**EXERCISE**
Leaving out the images, reproduce every line of the data that follows exactly.

─── DATA RECORDS ───

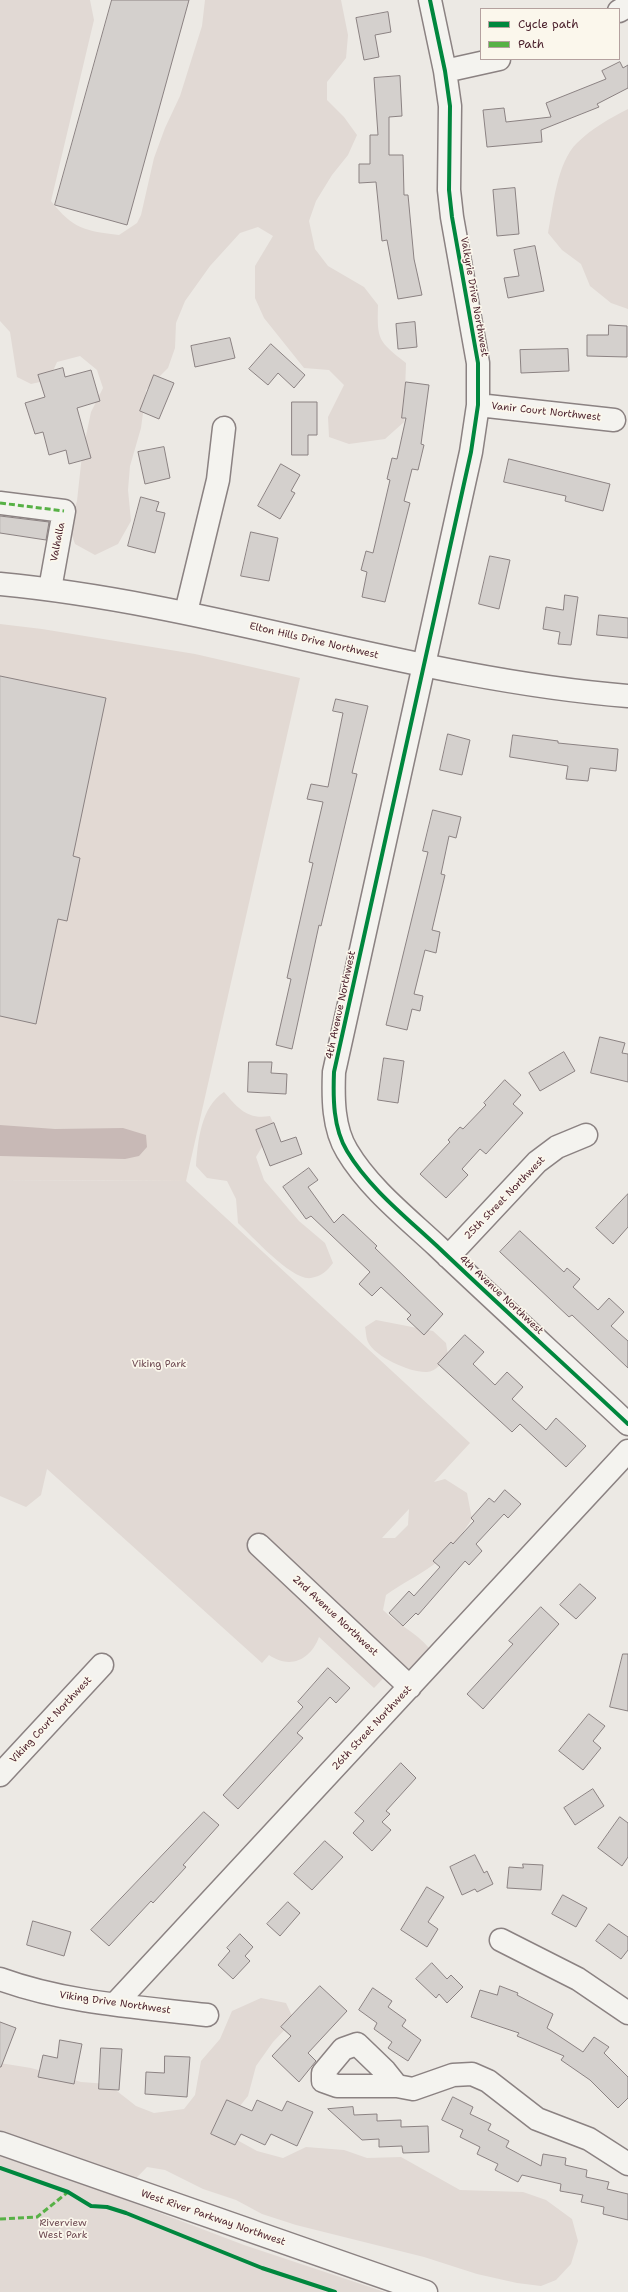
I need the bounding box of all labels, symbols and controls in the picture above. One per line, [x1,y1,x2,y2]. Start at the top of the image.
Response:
legend [480,8,620,60]
text: Cycle path [518,16,579,32]
text: Path [518,36,544,52]
street label: Valkyrie Drive Northwest [458,236,490,358]
street label: Vanir Court Northwest [491,400,601,424]
street label: Valhalla [48,521,68,563]
street label: Elton Hills Drive Northwest [248,620,380,662]
street label: 4th Avenue Northwest [324,950,358,1060]
street label: 25th Street Northwest [462,1154,548,1242]
street label: 4th Avenue Northwest [456,1253,546,1337]
park label: Viking Park [132,1358,186,1370]
street label: 2nd Avenue Northwest [290,1573,380,1659]
street label: Viking Court Northwest [8,1674,94,1766]
street label: 26th Street Northwest [330,1683,414,1773]
street label: Viking Drive Northwest [58,1989,172,2017]
street label: West River Parkway Northwest [139,2188,287,2248]
park label: Riverview West Park [39,2217,87,2240]

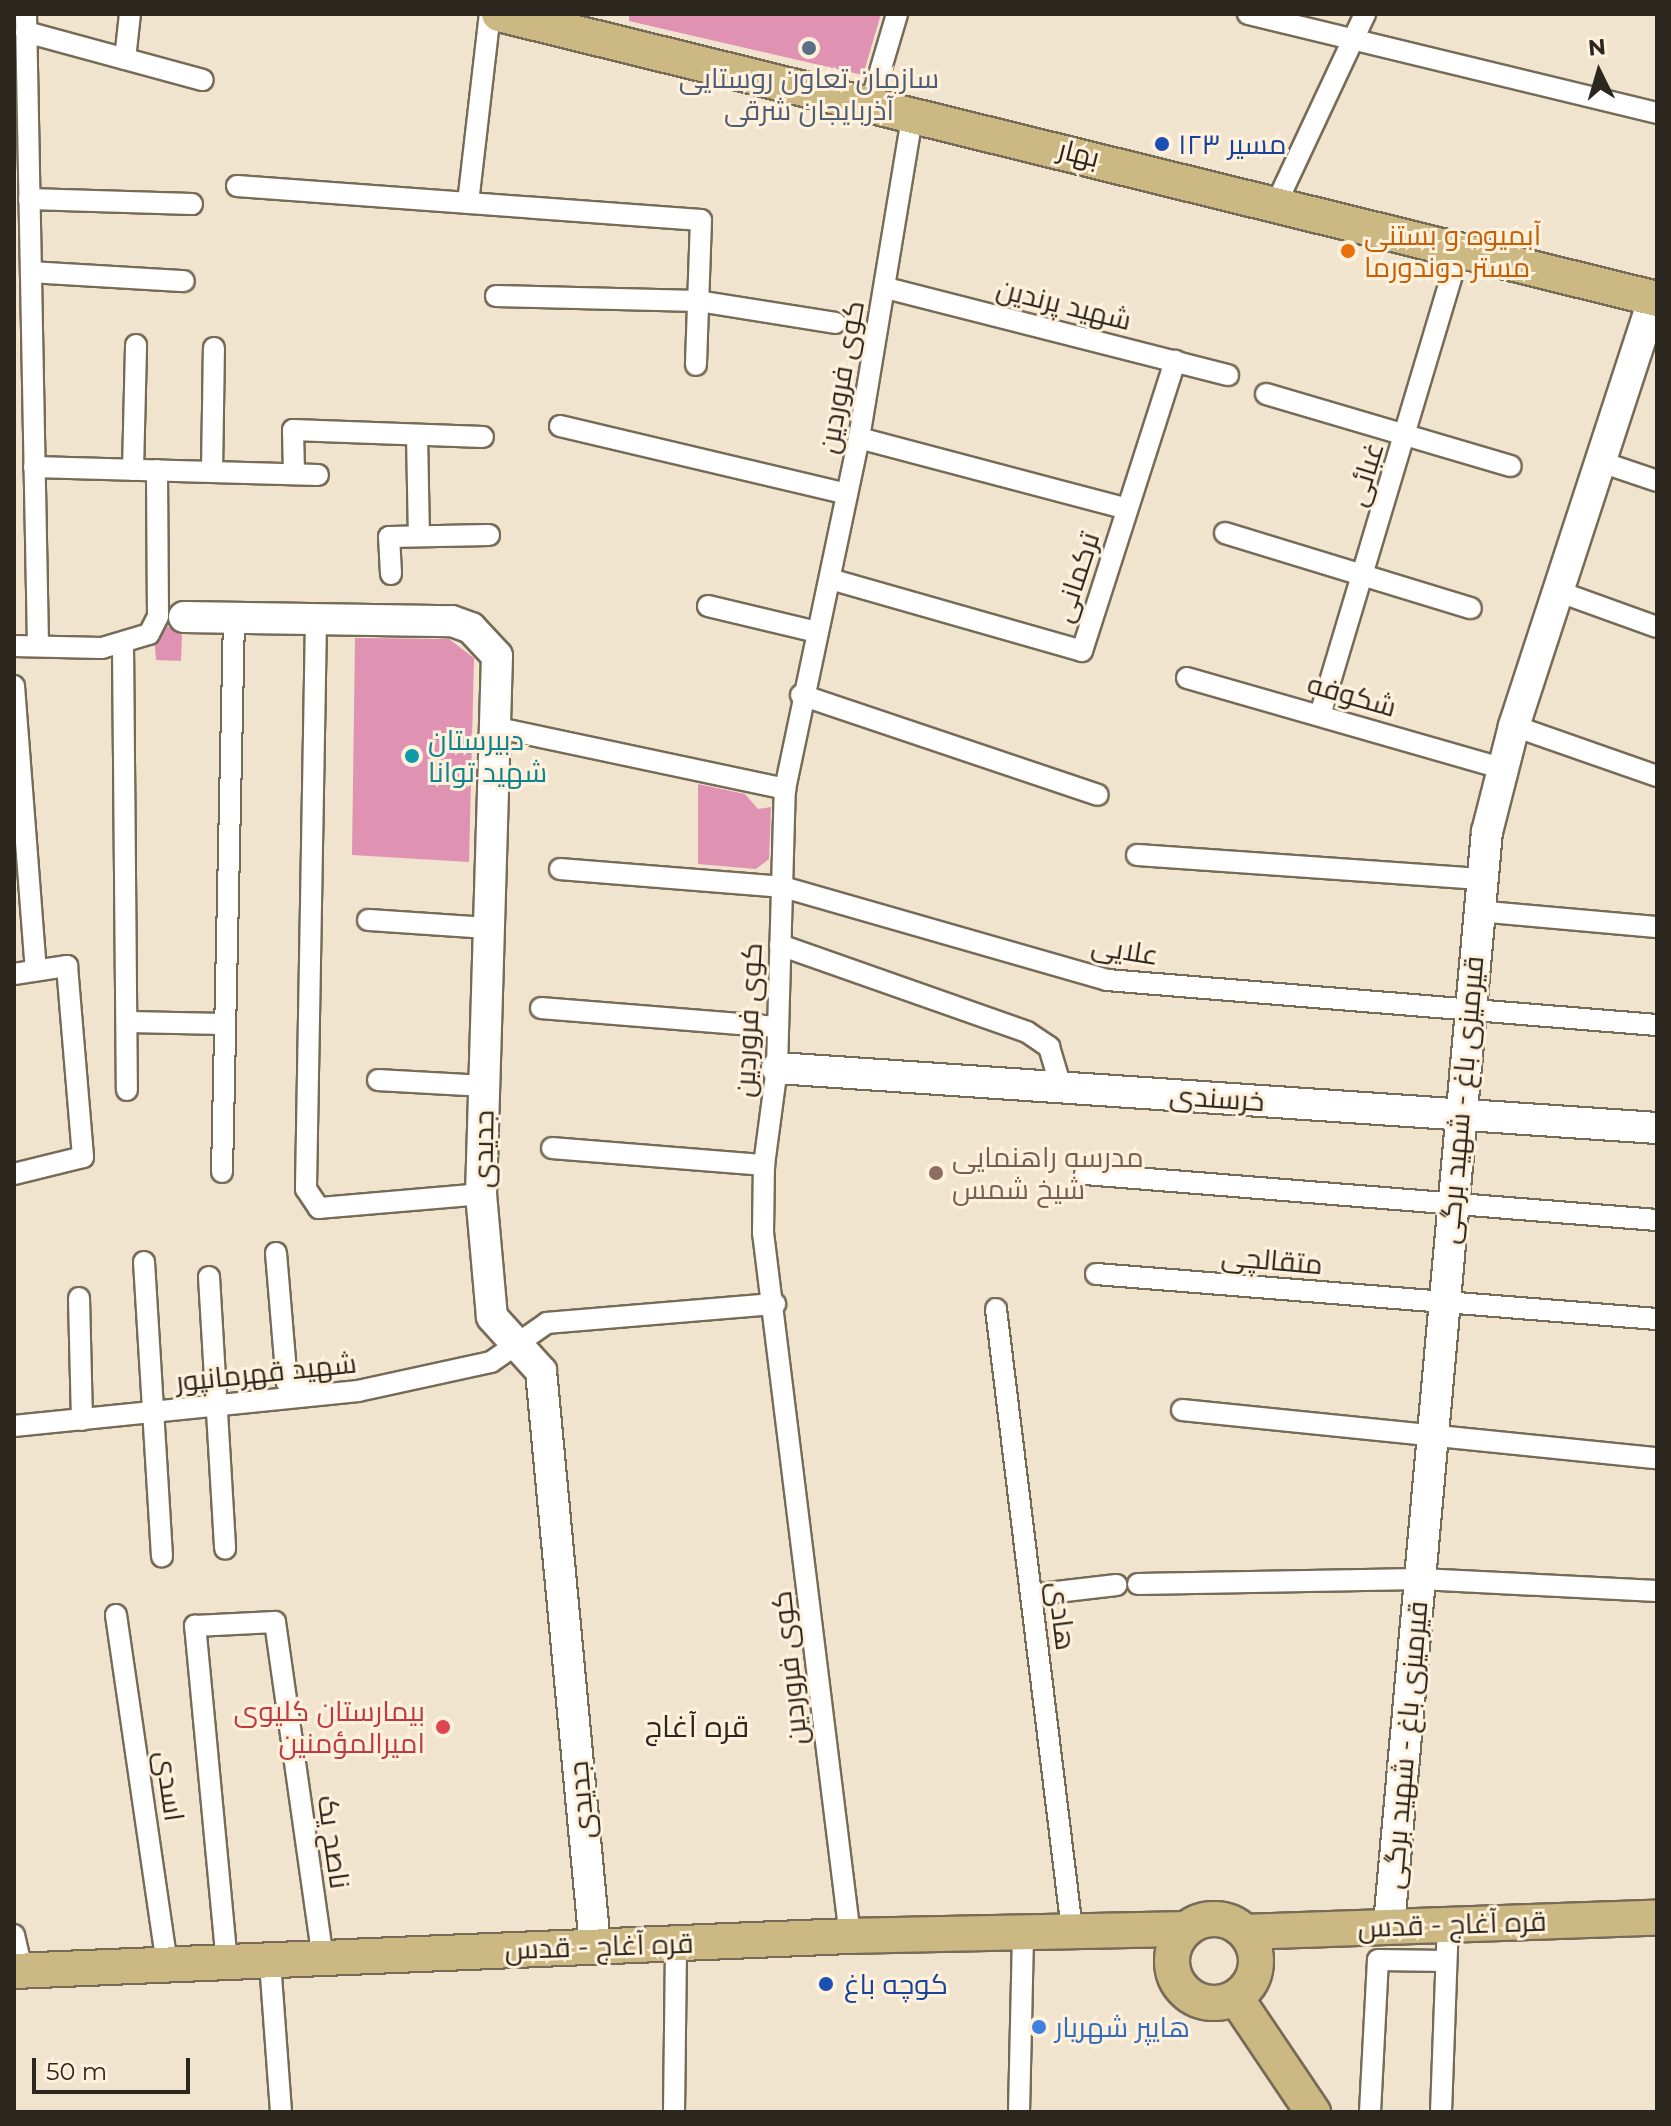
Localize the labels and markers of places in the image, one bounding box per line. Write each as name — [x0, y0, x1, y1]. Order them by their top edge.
marker: سازمان تعاون روستایی آذربایجان شرقی — [800, 39, 818, 57]
place label: سازمان تعاون روستایی آذربایجان شرقی — [679, 61, 939, 127]
place label: مسیر ۱۲۳ — [1178, 127, 1286, 161]
marker: مسیر ۱۲۳ — [1153, 135, 1171, 153]
place label: آبمیوه و بستنی مستر دوندورما — [1364, 218, 1541, 284]
marker: آبمیوه و بستنی مستر دوندورما — [1339, 242, 1357, 260]
place label: دبیرستان شهید توانا — [428, 723, 547, 789]
marker: دبیرستان شهید توانا — [403, 747, 421, 765]
place label: مدرسه راهنمایی شیخ شمس — [952, 1140, 1144, 1206]
marker: مدرسه راهنمایی شیخ شمس — [927, 1164, 945, 1182]
place label: بیمارستان کلیوی امیرالمؤمنین — [234, 1694, 425, 1760]
marker: بیمارستان کلیوی امیرالمؤمنین — [432, 1716, 454, 1738]
place label: کوچه باغ — [844, 1967, 948, 2001]
marker: کوچه باغ — [815, 1973, 837, 1995]
place label: هایپر شهریار — [1055, 2010, 1190, 2044]
marker: هایپر شهریار — [1030, 2018, 1048, 2036]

───

**WORKED SOLUTION**
I need the bounding box of all labels, symbols and controls in the picture above. One per line, [x1,y1,x2,y2]. Start at the top of the image.
Response:
legend [480,8,620,60]
text: Cycle path [518,16,579,32]
text: Path [518,36,544,52]
street label: Valkyrie Drive Northwest [458,236,490,358]
street label: Vanir Court Northwest [491,400,601,424]
street label: Valhalla [48,521,68,563]
street label: Elton Hills Drive Northwest [248,620,380,662]
street label: 4th Avenue Northwest [324,950,358,1060]
street label: 25th Street Northwest [462,1154,548,1242]
street label: 4th Avenue Northwest [456,1253,546,1337]
park label: Viking Park [132,1358,186,1370]
street label: 2nd Avenue Northwest [290,1573,380,1659]
street label: Viking Court Northwest [8,1674,94,1766]
street label: 26th Street Northwest [330,1683,414,1773]
street label: Viking Drive Northwest [58,1989,172,2017]
street label: West River Parkway Northwest [139,2188,287,2248]
park label: Riverview West Park [39,2217,87,2240]

Localize the labels and markers of places in the image, one bounding box per line. Write each as name — [x0, y0, x1, y1]. Order them by their top edge.
marker: سازمان تعاون روستایی آذربایجان شرقی — [800, 39, 818, 57]
place label: سازمان تعاون روستایی آذربایجان شرقی — [679, 61, 939, 127]
place label: مسیر ۱۲۳ — [1178, 127, 1286, 161]
marker: مسیر ۱۲۳ — [1153, 135, 1171, 153]
place label: آبمیوه و بستنی مستر دوندورما — [1364, 218, 1541, 284]
marker: آبمیوه و بستنی مستر دوندورما — [1339, 242, 1357, 260]
place label: دبیرستان شهید توانا — [428, 723, 547, 789]
marker: دبیرستان شهید توانا — [403, 747, 421, 765]
place label: مدرسه راهنمایی شیخ شمس — [952, 1140, 1144, 1206]
marker: مدرسه راهنمایی شیخ شمس — [927, 1164, 945, 1182]
place label: بیمارستان کلیوی امیرالمؤمنین — [234, 1694, 425, 1760]
marker: بیمارستان کلیوی امیرالمؤمنین — [432, 1716, 454, 1738]
place label: کوچه باغ — [844, 1967, 948, 2001]
marker: کوچه باغ — [815, 1973, 837, 1995]
place label: هایپر شهریار — [1055, 2010, 1190, 2044]
marker: هایپر شهریار — [1030, 2018, 1048, 2036]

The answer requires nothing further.